ACTIVITY:
Taking the records line by line, how many lines contain the word "building"? Answer with the number only.

(Collected data entries)
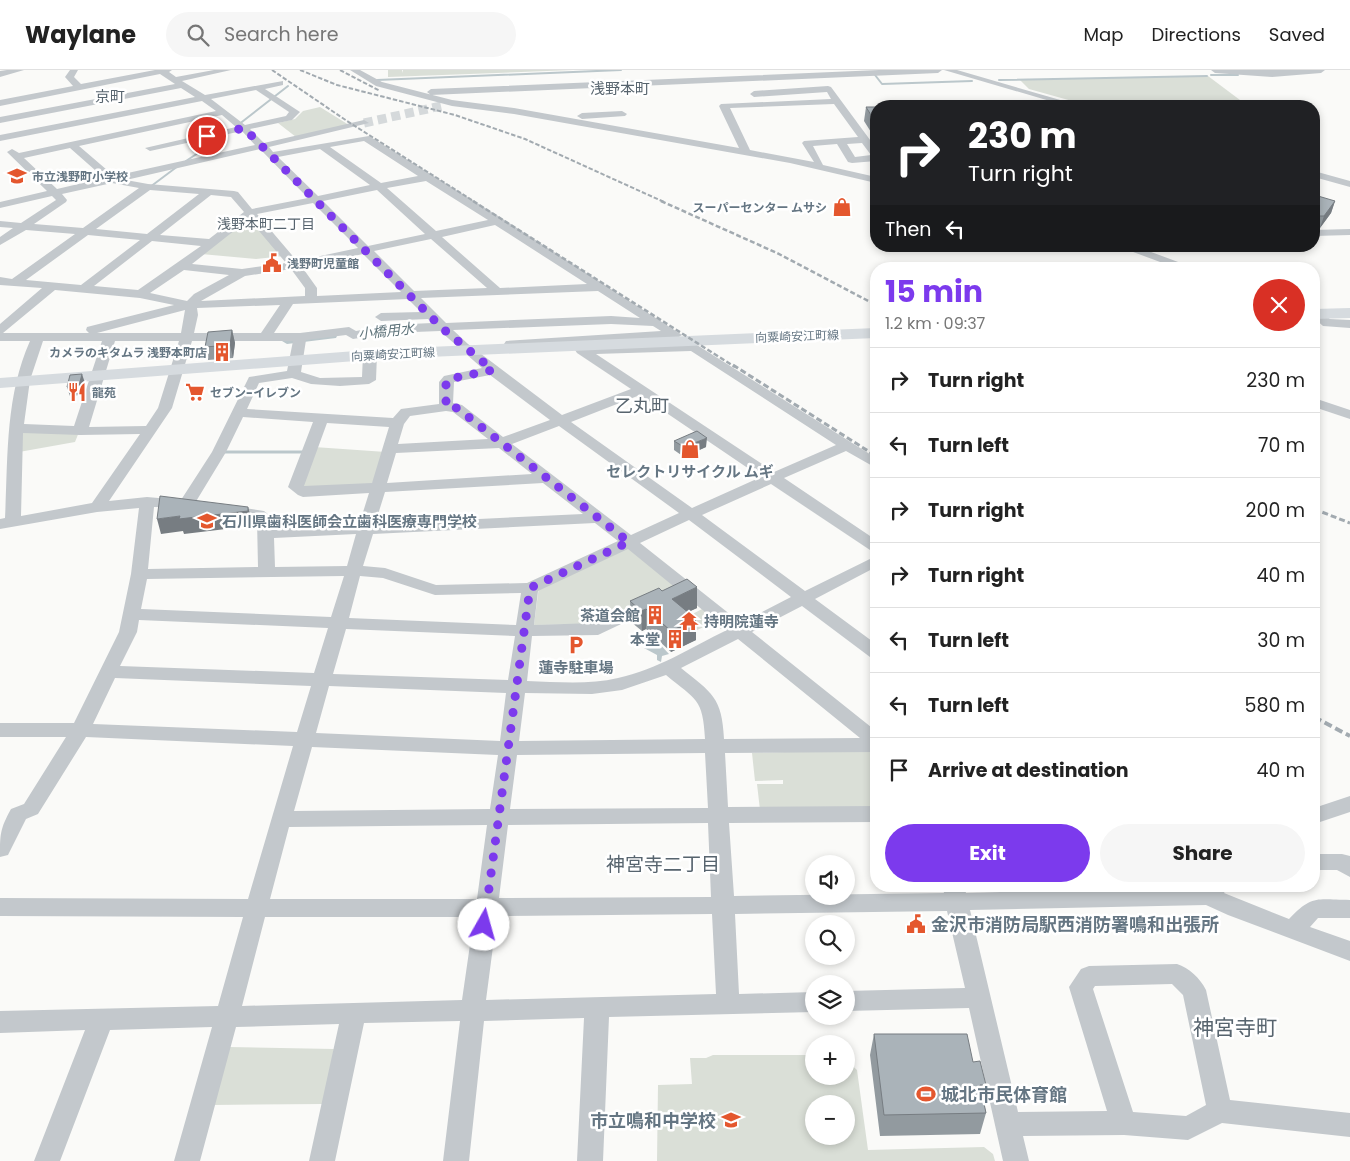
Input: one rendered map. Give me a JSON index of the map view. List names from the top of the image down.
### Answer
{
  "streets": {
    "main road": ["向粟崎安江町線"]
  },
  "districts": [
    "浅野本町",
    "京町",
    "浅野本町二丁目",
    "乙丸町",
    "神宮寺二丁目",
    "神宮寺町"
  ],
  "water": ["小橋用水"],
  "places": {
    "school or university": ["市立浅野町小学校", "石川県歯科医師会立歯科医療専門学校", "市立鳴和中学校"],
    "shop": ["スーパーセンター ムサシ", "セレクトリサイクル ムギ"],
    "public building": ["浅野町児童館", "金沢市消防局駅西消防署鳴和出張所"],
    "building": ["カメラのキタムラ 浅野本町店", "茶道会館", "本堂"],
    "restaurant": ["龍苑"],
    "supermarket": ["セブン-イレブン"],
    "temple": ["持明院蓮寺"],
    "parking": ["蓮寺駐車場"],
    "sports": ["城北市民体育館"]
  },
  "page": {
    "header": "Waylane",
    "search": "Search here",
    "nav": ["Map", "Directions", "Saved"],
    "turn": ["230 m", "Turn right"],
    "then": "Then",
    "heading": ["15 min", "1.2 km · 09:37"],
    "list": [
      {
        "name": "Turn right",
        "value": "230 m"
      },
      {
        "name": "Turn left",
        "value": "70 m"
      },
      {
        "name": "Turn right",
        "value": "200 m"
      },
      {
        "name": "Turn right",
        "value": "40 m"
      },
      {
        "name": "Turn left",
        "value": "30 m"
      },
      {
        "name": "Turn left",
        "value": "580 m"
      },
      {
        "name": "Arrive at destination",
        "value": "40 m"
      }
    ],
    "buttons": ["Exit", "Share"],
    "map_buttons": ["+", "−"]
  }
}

TASK OUTPUT:
2